*THE TASK:* Could you print every record exactly as it stands?

*RECORDS PROVIDED:*
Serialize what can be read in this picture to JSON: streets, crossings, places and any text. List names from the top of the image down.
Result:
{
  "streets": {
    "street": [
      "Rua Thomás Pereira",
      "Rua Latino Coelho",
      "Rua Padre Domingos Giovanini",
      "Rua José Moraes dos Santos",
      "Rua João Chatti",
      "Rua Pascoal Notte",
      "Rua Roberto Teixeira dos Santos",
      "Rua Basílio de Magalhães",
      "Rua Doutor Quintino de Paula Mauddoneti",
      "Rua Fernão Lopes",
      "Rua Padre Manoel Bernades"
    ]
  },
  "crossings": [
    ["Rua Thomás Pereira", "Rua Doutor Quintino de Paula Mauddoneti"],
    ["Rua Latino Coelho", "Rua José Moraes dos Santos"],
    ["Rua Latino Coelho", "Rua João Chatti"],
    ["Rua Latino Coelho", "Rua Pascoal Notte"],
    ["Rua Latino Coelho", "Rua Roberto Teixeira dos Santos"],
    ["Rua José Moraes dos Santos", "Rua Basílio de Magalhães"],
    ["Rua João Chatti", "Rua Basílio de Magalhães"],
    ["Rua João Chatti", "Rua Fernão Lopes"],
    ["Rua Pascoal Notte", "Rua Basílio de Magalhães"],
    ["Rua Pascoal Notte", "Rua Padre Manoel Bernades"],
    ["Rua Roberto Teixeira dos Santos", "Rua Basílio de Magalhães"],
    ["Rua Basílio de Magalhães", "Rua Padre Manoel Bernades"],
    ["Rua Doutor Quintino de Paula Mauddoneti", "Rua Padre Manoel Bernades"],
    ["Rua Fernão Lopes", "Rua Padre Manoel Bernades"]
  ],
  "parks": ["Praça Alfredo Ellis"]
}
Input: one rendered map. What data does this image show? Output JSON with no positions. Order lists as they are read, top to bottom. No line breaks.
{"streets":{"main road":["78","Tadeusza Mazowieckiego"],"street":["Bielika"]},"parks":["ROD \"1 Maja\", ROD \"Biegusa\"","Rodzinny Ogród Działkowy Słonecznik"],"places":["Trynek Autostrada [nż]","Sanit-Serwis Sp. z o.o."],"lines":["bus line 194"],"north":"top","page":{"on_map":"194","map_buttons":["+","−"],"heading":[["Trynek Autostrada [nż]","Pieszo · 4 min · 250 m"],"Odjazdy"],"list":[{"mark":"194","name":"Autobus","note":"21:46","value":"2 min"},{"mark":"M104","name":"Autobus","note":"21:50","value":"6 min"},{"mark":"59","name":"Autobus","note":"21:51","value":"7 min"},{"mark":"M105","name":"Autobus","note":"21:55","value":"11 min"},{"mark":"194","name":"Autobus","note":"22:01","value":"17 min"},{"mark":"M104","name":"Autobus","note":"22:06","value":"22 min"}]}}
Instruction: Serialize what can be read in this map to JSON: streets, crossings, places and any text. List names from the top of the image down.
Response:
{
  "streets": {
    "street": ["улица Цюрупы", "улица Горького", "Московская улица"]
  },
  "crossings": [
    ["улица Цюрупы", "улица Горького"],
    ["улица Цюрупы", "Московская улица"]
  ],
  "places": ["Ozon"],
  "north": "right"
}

*RESPONSE:*
Serialize what can be read in this picture to JSON: streets, crossings, places and any text. List names from the top of the image down.
Result:
{
  "streets": {
    "street": [
      "Rua Thomás Pereira",
      "Rua Latino Coelho",
      "Rua Padre Domingos Giovanini",
      "Rua José Moraes dos Santos",
      "Rua João Chatti",
      "Rua Pascoal Notte",
      "Rua Roberto Teixeira dos Santos",
      "Rua Basílio de Magalhães",
      "Rua Doutor Quintino de Paula Mauddoneti",
      "Rua Fernão Lopes",
      "Rua Padre Manoel Bernades"
    ]
  },
  "crossings": [
    ["Rua Thomás Pereira", "Rua Doutor Quintino de Paula Mauddoneti"],
    ["Rua Latino Coelho", "Rua José Moraes dos Santos"],
    ["Rua Latino Coelho", "Rua João Chatti"],
    ["Rua Latino Coelho", "Rua Pascoal Notte"],
    ["Rua Latino Coelho", "Rua Roberto Teixeira dos Santos"],
    ["Rua José Moraes dos Santos", "Rua Basílio de Magalhães"],
    ["Rua João Chatti", "Rua Basílio de Magalhães"],
    ["Rua João Chatti", "Rua Fernão Lopes"],
    ["Rua Pascoal Notte", "Rua Basílio de Magalhães"],
    ["Rua Pascoal Notte", "Rua Padre Manoel Bernades"],
    ["Rua Roberto Teixeira dos Santos", "Rua Basílio de Magalhães"],
    ["Rua Basílio de Magalhães", "Rua Padre Manoel Bernades"],
    ["Rua Doutor Quintino de Paula Mauddoneti", "Rua Padre Manoel Bernades"],
    ["Rua Fernão Lopes", "Rua Padre Manoel Bernades"]
  ],
  "parks": ["Praça Alfredo Ellis"]
}
Input: one rendered map. What data does this image show? Output JSON with no positions. Order lists as they are read, top to bottom. No line breaks.
{"streets":{"main road":["78","Tadeusza Mazowieckiego"],"street":["Bielika"]},"parks":["ROD \"1 Maja\", ROD \"Biegusa\"","Rodzinny Ogród Działkowy Słonecznik"],"places":["Trynek Autostrada [nż]","Sanit-Serwis Sp. z o.o."],"lines":["bus line 194"],"north":"top","page":{"on_map":"194","map_buttons":["+","−"],"heading":[["Trynek Autostrada [nż]","Pieszo · 4 min · 250 m"],"Odjazdy"],"list":[{"mark":"194","name":"Autobus","note":"21:46","value":"2 min"},{"mark":"M104","name":"Autobus","note":"21:50","value":"6 min"},{"mark":"59","name":"Autobus","note":"21:51","value":"7 min"},{"mark":"M105","name":"Autobus","note":"21:55","value":"11 min"},{"mark":"194","name":"Autobus","note":"22:01","value":"17 min"},{"mark":"M104","name":"Autobus","note":"22:06","value":"22 min"}]}}
Instruction: Serialize what can be read in this map to JSON: streets, crossings, places and any text. List names from the top of the image down.
Response:
{
  "streets": {
    "street": ["улица Цюрупы", "улица Горького", "Московская улица"]
  },
  "crossings": [
    ["улица Цюрупы", "улица Горького"],
    ["улица Цюрупы", "Московская улица"]
  ],
  "places": ["Ozon"],
  "north": "right"
}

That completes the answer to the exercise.